─── Provided entries ───

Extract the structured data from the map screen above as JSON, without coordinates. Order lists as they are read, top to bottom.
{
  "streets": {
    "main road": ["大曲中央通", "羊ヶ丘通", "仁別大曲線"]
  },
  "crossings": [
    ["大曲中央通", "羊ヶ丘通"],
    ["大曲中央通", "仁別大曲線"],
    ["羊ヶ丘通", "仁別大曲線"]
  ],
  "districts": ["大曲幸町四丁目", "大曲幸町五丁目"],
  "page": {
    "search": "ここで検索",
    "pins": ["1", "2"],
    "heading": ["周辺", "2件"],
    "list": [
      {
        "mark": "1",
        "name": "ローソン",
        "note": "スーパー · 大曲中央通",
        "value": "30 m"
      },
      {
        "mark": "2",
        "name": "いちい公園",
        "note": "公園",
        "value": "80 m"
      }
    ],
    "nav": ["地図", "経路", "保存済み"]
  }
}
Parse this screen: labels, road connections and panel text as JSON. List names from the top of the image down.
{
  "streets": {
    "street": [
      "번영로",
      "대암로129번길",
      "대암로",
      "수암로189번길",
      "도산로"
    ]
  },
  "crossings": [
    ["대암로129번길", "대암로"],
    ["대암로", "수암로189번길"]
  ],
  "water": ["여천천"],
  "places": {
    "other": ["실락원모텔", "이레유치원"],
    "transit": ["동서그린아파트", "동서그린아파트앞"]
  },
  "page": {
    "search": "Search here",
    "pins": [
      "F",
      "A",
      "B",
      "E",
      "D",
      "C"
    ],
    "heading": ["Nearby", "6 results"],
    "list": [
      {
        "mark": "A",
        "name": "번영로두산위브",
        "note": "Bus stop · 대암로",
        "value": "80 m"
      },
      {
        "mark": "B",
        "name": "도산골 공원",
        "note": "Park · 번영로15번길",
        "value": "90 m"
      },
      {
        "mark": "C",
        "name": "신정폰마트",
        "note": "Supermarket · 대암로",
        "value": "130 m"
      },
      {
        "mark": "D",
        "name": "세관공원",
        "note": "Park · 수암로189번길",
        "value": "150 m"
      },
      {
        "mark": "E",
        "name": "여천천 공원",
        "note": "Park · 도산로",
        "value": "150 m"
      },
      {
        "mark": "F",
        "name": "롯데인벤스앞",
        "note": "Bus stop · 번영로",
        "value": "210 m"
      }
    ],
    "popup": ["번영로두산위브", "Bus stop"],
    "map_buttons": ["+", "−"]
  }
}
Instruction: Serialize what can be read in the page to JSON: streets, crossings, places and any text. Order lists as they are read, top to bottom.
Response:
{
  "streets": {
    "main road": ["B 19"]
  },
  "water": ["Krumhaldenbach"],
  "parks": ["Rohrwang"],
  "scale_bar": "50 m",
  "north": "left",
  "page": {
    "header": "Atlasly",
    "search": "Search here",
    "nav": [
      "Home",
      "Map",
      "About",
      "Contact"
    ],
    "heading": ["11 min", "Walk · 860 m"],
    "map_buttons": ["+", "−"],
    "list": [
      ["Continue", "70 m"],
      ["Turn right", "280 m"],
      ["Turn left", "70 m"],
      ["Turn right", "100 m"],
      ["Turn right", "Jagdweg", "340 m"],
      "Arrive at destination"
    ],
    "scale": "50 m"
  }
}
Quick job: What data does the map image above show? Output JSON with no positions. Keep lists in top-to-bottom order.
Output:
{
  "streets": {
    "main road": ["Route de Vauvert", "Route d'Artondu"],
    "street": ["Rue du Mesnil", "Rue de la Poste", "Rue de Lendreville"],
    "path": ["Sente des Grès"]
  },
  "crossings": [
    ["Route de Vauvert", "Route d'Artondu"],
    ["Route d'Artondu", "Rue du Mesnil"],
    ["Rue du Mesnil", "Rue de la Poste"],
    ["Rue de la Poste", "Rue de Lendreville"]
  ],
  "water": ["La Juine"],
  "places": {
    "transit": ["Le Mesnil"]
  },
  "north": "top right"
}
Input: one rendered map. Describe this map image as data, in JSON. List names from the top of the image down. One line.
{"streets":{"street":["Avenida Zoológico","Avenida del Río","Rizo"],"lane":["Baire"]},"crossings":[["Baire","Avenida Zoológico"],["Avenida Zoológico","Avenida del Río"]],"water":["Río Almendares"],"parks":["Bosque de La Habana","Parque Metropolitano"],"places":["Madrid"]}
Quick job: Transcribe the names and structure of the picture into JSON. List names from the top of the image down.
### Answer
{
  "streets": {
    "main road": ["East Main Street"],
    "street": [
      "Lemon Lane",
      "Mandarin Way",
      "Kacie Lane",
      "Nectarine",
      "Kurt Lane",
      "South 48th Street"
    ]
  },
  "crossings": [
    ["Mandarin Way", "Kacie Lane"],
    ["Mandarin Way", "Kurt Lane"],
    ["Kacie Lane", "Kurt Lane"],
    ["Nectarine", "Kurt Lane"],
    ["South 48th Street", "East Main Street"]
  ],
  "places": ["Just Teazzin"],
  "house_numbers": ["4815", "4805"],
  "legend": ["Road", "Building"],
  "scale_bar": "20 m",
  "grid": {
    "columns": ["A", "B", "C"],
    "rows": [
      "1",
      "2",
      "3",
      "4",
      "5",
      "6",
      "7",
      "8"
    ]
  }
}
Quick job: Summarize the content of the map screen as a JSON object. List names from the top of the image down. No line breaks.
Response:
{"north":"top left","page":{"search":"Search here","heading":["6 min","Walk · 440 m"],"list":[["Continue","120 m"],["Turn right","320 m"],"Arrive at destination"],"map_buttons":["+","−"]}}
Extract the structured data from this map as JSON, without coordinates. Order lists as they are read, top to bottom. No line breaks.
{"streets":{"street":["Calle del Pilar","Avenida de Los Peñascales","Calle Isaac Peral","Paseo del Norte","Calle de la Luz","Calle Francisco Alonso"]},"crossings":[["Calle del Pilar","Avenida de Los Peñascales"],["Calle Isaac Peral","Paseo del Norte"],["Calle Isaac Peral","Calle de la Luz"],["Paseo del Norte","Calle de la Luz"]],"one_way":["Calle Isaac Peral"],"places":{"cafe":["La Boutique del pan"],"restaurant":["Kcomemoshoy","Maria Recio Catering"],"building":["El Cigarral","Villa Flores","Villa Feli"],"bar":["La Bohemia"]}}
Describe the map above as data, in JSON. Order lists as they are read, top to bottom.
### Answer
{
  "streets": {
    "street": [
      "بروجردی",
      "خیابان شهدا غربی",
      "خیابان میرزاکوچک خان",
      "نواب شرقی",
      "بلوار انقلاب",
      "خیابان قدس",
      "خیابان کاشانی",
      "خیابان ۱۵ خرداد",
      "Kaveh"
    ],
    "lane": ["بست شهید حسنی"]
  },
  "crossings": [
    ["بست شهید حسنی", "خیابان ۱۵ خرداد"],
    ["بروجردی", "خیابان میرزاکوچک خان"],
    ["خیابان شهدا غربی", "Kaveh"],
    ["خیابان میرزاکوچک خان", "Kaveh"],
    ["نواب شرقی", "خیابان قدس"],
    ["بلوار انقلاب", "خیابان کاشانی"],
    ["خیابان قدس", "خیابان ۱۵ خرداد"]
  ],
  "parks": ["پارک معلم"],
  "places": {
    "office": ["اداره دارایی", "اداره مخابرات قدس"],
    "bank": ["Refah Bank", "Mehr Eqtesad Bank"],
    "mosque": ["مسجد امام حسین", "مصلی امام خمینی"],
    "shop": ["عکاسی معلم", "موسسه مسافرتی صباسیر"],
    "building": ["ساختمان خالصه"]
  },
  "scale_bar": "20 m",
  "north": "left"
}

───

*Description of the task*:
Filter the entries down to the lines with the word "Quick" in them, and copy those lines.

*Finished task*:
Quick job: What data does the map image above show? Output JSON with no positions. Keep lists in top-to-bottom order.
Quick job: Transcribe the names and structure of the picture into JSON. List names from the top of the image down.
Quick job: Summarize the content of the map screen as a JSON object. List names from the top of the image down. No line breaks.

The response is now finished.